Vieira do Minho

Homem que asfixiou mulher até à morte condenado a 19 anos de prisão

Homem que asfixiou mulher até à morte condenado a 19 anos de prisão

O tribunal de Braga condenou, esta sexta-feira, a 19 anos de prisão o homem que matou a mulher por asfixia, em março de 2019, em Salamonde, Vieira do Minho.

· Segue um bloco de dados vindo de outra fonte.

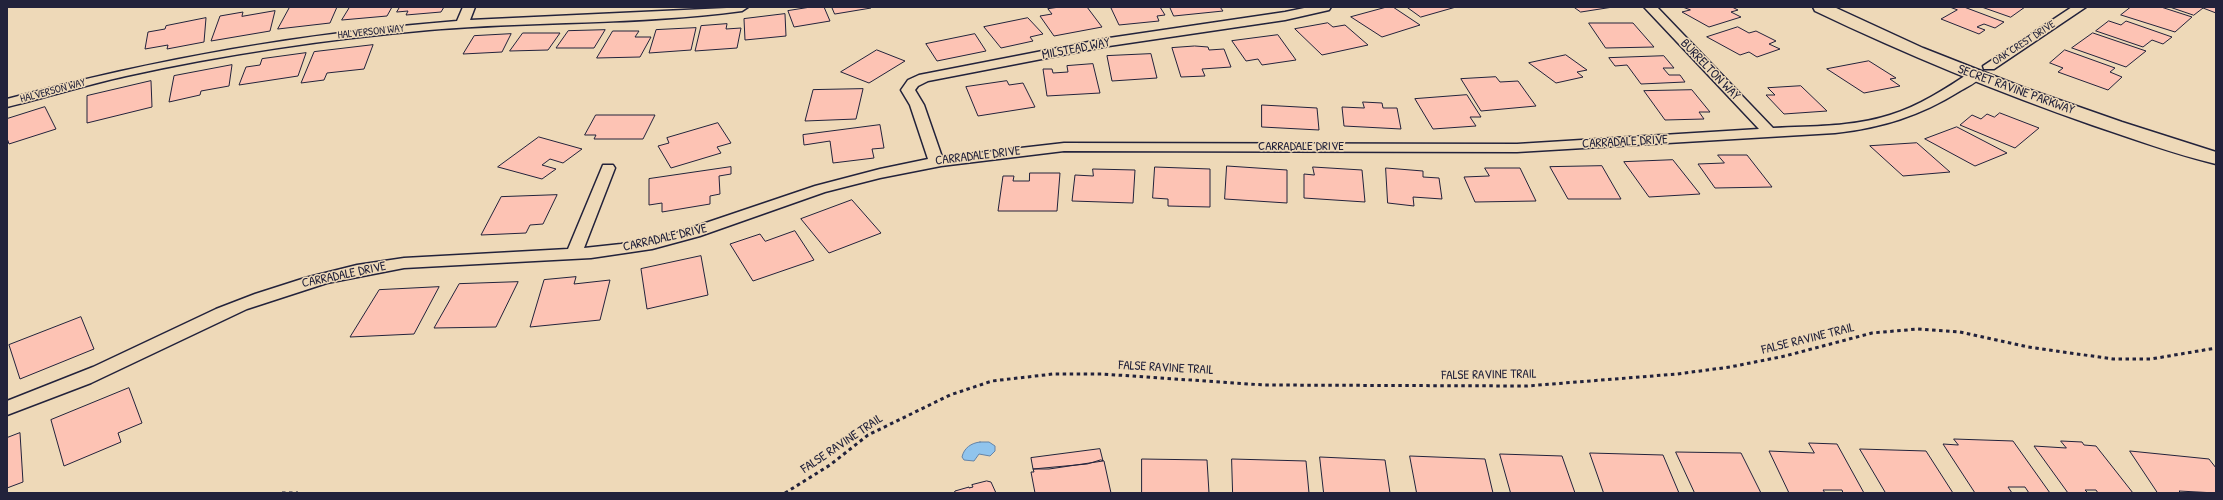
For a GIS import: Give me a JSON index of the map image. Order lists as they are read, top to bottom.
{
  "streets": {
    "main road": ["SECRET RAVINE PARKWAY"],
    "street": [
      "HALVERSON WAY",
      "OAK CREST DRIVE",
      "MILSTEAD WAY",
      "BURRELTON WAY",
      "CARRADALE DRIVE"
    ],
    "path": ["FALSE RAVINE TRAIL"]
  },
  "crossings": [
    ["OAK CREST DRIVE", "SECRET RAVINE PARKWAY"],
    ["OAK CREST DRIVE", "CARRADALE DRIVE"],
    ["MILSTEAD WAY", "CARRADALE DRIVE"],
    ["BURRELTON WAY", "CARRADALE DRIVE"],
    ["SECRET RAVINE PARKWAY", "CARRADALE DRIVE"]
  ]
}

O arguido, motorista profissional, foi condenado por homicídio qualificado e terá de pagar indemnizações com um valor superior a 180 mil euros.

A leitura esteve marcada para dia 16, mas foi adiada já que o tribunal entregou aos advogados um documento com "alterações não substanciais aos factos da acusação", nomeadamente os dados que constavam da autópsia ao cadáver.

Em resposta escrita, o advogado de defesa João Magalhães rejeitou as alterações dizendo que os juízes tentam, assim, "suprimir a nulidade" que tinha invocado, a de que, como o relatório da autópsia não constava da acusação, não podia ser considerado em julgamento. "É uma iniquidade inultrapassável", sustenta.

Conforme o JN noticiou, nas alegações finais, a magistrada do Ministério Público pediu a pena de 18 anos de prisão para o arguido, por homicídio qualificado.

A defesa defendeu a absolvição do seu constituinte, invocando o princípio jurídico do "in dubio pro reu", "por não haver provas". Alegou que o inquérito criminal foi mal feito, nomeadamente pelo facto de, na acusação, não constar o relatório da autópsia da vítima. Ou seja, - argumentou - o inquérito e a fase de instrução "violaram princípios constitucionais de defesa do arguido, bem assim como os princípios basilares do processo penal".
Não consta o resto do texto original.